Oyelowo’s absence from this year’s field of Best Actor Oscar nominees has been the source of much debate, though he initially joked about his own omission—saying, “I’d say to people ‘Calm down; it’s gonna be fine,” before adding, “Be angry! Be angry!” in a whisper. However, he more seriously expressed his concerns about the role that “white guilt” plays in the Academy—and the world in general:
We’ve just got to come to the point whereby there isn’t a self-fulfilling prophecy—a notion of who black people are—that feeds into what we are celebrated as, not just in the Academy, but in life generally. We have been slaves, we have been domestic servants, we have been criminals, we have been all of those things. But we have been leaders, we have been kings, we have been those who changed the world.
Those films are so hard to get made. People have often said to me, ‘Why has it taken so long?’ I mean, [King] was assassinated almost 50 years ago. There has been no film where Dr. King has been the center of his own narrative until now. That’s because up until 12 Years A Slave and The Butler did so well, both critically and at the box office, films like this were told through the eyes of white protagonists because there is a fear of white guilt.
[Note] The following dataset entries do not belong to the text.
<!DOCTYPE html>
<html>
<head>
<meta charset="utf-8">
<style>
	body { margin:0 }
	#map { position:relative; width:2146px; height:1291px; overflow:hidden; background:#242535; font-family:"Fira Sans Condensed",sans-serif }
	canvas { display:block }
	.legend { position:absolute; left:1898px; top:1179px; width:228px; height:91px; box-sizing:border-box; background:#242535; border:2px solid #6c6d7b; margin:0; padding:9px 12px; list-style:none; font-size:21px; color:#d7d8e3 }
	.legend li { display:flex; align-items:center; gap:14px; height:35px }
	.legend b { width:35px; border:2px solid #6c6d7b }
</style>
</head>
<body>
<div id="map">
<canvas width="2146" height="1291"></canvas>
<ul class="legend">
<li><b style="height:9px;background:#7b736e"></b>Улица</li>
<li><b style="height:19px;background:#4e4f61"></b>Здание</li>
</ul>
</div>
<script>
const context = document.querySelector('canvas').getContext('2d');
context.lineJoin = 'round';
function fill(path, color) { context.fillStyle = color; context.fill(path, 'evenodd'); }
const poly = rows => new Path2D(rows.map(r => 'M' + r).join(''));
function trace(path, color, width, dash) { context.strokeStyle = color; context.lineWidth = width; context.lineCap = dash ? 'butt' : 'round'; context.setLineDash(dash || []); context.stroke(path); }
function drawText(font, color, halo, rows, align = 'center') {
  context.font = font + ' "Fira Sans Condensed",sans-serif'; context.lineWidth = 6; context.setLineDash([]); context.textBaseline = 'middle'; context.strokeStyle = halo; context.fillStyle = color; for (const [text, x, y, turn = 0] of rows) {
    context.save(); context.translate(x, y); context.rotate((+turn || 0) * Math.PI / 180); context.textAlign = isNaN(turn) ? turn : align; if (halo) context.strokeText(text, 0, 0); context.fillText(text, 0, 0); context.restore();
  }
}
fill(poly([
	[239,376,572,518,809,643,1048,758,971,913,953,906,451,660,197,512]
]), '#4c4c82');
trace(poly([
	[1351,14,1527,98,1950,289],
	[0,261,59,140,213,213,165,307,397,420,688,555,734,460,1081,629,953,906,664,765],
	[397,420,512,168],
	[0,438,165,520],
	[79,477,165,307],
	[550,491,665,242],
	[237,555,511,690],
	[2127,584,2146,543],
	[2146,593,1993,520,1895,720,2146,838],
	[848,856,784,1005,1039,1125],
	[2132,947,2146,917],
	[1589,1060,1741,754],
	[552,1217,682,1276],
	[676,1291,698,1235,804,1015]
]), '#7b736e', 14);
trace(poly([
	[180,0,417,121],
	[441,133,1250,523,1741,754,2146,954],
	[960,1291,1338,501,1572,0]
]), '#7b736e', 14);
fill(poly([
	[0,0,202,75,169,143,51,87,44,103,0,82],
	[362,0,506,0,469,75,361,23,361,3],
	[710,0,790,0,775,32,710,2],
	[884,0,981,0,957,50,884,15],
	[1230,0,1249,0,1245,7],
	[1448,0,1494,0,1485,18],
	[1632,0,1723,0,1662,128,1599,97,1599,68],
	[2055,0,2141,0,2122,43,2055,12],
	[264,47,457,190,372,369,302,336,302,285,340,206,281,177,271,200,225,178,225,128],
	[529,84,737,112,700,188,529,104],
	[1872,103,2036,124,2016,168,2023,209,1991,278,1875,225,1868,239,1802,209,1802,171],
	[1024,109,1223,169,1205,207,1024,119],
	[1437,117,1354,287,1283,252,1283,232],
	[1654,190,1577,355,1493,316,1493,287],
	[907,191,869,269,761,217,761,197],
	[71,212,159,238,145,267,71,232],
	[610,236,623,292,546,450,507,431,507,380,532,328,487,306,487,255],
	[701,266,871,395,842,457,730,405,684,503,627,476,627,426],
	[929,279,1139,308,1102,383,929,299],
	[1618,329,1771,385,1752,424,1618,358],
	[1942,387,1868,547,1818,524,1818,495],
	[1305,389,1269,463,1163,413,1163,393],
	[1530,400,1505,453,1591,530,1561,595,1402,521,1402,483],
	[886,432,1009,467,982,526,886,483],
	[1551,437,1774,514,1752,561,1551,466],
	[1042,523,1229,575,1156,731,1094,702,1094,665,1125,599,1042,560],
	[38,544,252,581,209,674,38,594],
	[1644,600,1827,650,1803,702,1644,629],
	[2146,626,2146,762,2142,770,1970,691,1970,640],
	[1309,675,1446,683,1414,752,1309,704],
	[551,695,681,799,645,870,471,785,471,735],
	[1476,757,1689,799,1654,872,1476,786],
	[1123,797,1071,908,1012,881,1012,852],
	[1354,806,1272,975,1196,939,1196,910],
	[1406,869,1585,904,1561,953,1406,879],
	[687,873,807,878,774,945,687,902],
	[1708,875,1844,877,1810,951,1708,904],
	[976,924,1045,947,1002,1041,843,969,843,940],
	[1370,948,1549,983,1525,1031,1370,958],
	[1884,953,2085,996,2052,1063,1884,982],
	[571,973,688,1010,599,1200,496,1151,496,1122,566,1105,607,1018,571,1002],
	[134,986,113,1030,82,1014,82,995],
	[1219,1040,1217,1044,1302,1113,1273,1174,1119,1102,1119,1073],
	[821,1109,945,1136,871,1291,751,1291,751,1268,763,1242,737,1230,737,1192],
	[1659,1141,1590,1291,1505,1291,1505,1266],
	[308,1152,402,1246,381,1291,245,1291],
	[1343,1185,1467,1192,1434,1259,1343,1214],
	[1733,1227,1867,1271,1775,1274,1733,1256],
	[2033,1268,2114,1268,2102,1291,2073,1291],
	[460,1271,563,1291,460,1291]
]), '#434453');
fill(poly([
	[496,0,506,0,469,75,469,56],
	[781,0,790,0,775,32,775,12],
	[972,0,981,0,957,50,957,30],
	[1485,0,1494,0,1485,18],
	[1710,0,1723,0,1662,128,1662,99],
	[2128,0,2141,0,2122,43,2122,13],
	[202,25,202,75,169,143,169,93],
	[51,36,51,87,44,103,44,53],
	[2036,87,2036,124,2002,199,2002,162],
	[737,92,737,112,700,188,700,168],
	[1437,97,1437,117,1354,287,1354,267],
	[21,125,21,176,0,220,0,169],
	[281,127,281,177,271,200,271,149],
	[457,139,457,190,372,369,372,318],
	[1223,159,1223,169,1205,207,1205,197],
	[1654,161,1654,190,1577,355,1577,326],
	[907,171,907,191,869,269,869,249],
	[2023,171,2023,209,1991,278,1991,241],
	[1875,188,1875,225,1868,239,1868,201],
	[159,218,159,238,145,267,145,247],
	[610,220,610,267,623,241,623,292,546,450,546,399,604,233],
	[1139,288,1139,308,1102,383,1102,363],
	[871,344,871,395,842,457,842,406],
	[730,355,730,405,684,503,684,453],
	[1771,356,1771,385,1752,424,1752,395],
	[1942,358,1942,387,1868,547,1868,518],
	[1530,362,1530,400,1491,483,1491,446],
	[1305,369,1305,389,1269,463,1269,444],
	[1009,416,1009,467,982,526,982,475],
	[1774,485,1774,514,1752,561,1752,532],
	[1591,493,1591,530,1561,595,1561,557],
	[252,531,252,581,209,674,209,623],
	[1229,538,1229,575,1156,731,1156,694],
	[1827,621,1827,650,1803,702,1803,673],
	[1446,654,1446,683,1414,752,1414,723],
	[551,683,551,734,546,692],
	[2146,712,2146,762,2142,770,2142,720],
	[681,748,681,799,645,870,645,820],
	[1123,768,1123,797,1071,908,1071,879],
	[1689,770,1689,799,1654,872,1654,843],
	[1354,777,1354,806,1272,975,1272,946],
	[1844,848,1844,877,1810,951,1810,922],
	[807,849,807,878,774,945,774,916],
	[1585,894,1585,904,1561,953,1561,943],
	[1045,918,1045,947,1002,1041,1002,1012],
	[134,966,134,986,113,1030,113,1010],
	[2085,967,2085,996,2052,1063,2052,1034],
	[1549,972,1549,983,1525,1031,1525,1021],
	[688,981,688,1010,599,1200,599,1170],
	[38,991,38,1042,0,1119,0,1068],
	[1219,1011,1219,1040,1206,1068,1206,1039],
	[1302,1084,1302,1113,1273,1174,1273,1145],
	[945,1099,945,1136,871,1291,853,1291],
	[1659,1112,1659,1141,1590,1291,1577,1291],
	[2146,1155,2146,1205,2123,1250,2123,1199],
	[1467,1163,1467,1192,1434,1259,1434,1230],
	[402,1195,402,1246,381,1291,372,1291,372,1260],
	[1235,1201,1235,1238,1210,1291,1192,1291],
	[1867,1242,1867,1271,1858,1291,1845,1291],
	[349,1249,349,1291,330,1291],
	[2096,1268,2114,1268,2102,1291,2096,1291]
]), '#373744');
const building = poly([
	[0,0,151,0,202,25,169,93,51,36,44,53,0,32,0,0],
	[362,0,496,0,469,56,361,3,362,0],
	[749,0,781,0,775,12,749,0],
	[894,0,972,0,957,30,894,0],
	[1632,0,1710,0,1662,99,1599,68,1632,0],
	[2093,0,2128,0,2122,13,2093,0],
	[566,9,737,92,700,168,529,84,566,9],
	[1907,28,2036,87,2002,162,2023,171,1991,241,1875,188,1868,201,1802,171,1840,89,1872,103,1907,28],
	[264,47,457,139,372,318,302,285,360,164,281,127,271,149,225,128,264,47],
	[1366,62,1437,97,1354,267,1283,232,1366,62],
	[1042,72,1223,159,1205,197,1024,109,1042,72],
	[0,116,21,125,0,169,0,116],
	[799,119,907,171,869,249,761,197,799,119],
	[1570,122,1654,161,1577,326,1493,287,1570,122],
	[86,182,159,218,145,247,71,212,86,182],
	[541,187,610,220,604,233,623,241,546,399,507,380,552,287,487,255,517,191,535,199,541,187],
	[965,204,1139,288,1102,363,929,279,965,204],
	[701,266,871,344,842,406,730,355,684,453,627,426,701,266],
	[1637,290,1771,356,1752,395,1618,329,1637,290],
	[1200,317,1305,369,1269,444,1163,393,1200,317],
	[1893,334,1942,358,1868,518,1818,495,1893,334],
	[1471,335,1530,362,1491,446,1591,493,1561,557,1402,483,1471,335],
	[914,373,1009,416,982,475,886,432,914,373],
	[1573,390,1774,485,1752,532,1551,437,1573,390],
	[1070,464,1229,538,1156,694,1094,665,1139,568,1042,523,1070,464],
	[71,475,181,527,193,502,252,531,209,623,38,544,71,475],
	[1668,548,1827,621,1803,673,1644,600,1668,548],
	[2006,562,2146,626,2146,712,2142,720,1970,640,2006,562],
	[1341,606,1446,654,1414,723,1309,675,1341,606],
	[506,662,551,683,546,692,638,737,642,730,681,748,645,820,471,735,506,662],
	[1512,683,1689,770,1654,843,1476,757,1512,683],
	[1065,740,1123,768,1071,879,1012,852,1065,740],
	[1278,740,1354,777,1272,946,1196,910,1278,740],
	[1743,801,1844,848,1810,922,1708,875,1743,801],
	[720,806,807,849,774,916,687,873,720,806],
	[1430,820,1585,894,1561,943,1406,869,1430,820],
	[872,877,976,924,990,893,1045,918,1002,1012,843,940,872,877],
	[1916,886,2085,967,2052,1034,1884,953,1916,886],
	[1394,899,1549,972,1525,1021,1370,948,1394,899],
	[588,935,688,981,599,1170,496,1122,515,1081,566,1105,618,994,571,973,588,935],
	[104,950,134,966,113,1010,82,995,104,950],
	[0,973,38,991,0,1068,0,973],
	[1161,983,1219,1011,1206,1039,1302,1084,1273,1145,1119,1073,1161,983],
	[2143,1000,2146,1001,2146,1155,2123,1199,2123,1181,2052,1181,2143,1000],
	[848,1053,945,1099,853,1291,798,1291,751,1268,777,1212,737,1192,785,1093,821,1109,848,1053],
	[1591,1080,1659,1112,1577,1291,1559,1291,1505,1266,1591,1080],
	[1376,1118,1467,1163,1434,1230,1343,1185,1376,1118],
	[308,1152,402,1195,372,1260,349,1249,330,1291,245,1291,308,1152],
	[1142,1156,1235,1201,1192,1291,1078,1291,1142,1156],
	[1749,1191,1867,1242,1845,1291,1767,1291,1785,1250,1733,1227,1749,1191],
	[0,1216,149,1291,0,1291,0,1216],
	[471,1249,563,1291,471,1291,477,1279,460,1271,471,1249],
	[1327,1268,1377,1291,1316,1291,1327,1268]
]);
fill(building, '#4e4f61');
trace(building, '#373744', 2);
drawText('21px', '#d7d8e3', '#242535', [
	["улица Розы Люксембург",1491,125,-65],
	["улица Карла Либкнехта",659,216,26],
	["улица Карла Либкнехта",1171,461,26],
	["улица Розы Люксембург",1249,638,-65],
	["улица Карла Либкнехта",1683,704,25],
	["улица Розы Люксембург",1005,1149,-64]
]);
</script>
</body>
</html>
So you have a very nice white person who holds black people’s hands through their own narrative. We don’t want to see that pain again, so you don’t even go into what that pain was in an authentic way. Both of those things are patronizing to the audience. You can’t have people curating culture in this way when we need to see things in order to reform from them.
Oyelowo also expressed optimism that the success of 12 Years A Slave and The Butler represents a possible turning point, saying that these films proved the commercial and critical viability of movies that are more challenging to white viewers. He specifically credited those movies with helping Selma to get made, and thanked Paramount for its support.